== Excerpted data

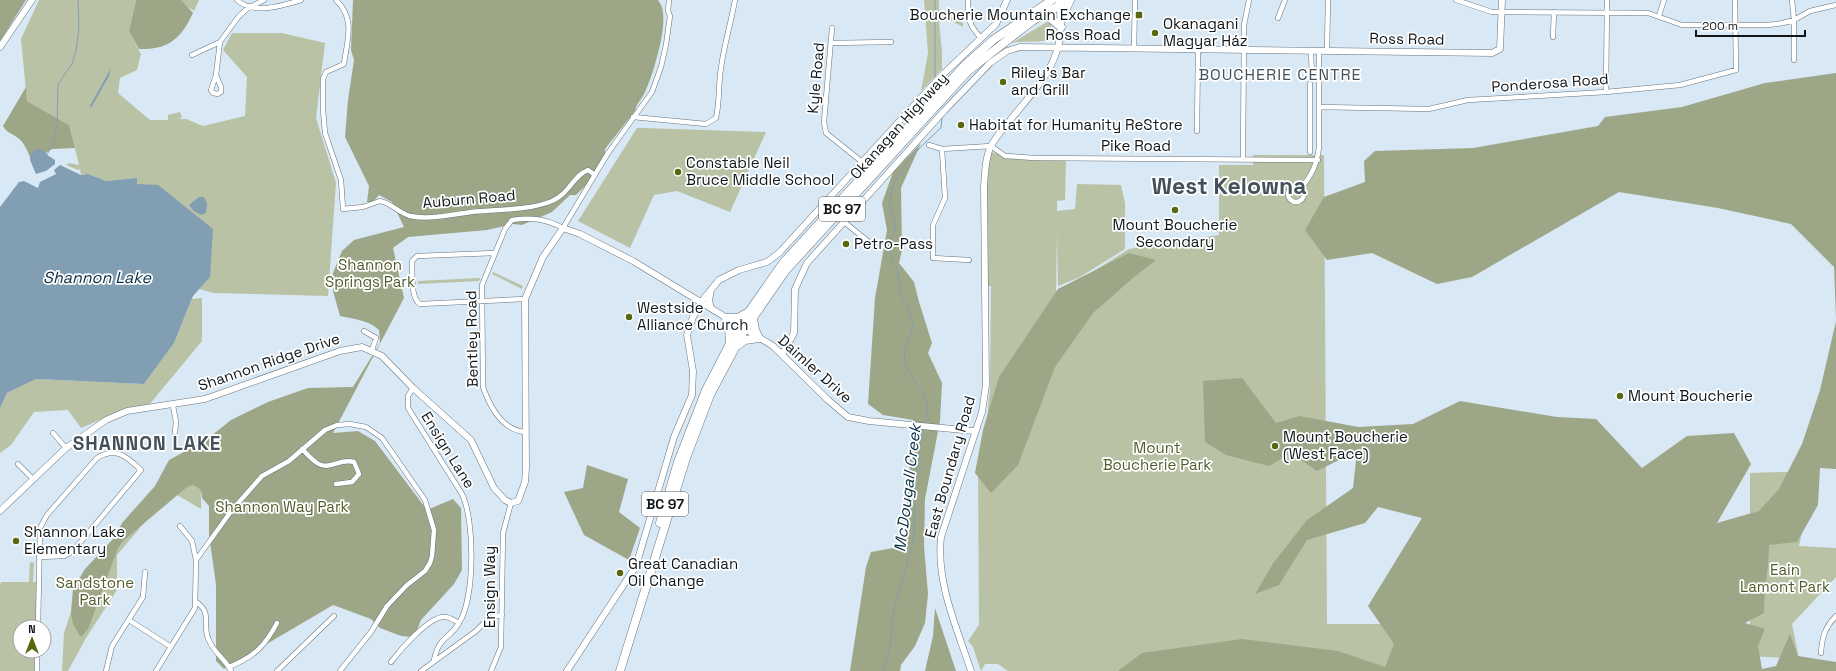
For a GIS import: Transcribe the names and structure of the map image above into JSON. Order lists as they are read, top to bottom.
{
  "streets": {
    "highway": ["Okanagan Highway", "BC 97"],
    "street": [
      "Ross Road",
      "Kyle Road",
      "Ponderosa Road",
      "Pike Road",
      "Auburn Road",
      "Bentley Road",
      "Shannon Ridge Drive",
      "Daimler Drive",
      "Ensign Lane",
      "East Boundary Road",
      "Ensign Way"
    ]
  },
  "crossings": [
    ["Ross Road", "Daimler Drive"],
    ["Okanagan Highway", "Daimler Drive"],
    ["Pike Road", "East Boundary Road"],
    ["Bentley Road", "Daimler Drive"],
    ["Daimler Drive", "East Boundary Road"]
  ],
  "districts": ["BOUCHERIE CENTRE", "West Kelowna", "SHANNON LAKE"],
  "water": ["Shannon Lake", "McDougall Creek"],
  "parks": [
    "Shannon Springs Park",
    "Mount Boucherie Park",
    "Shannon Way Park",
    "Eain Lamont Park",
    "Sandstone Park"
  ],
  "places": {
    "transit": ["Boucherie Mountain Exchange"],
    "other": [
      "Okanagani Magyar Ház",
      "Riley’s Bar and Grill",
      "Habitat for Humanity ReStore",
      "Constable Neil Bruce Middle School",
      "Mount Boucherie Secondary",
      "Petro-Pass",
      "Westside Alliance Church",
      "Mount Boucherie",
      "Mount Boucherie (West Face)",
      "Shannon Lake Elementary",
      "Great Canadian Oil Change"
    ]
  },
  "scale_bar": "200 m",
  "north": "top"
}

====

▸ **Problem statement**: Output everything in the records exactly, leaving pictures out.

▸ **Exercise output**:
For a GIS import: Transcribe the names and structure of the map image above into JSON. Order lists as they are read, top to bottom.
{
  "streets": {
    "highway": ["Okanagan Highway", "BC 97"],
    "street": [
      "Ross Road",
      "Kyle Road",
      "Ponderosa Road",
      "Pike Road",
      "Auburn Road",
      "Bentley Road",
      "Shannon Ridge Drive",
      "Daimler Drive",
      "Ensign Lane",
      "East Boundary Road",
      "Ensign Way"
    ]
  },
  "crossings": [
    ["Ross Road", "Daimler Drive"],
    ["Okanagan Highway", "Daimler Drive"],
    ["Pike Road", "East Boundary Road"],
    ["Bentley Road", "Daimler Drive"],
    ["Daimler Drive", "East Boundary Road"]
  ],
  "districts": ["BOUCHERIE CENTRE", "West Kelowna", "SHANNON LAKE"],
  "water": ["Shannon Lake", "McDougall Creek"],
  "parks": [
    "Shannon Springs Park",
    "Mount Boucherie Park",
    "Shannon Way Park",
    "Eain Lamont Park",
    "Sandstone Park"
  ],
  "places": {
    "transit": ["Boucherie Mountain Exchange"],
    "other": [
      "Okanagani Magyar Ház",
      "Riley’s Bar and Grill",
      "Habitat for Humanity ReStore",
      "Constable Neil Bruce Middle School",
      "Mount Boucherie Secondary",
      "Petro-Pass",
      "Westside Alliance Church",
      "Mount Boucherie",
      "Mount Boucherie (West Face)",
      "Shannon Lake Elementary",
      "Great Canadian Oil Change"
    ]
  },
  "scale_bar": "200 m",
  "north": "top"
}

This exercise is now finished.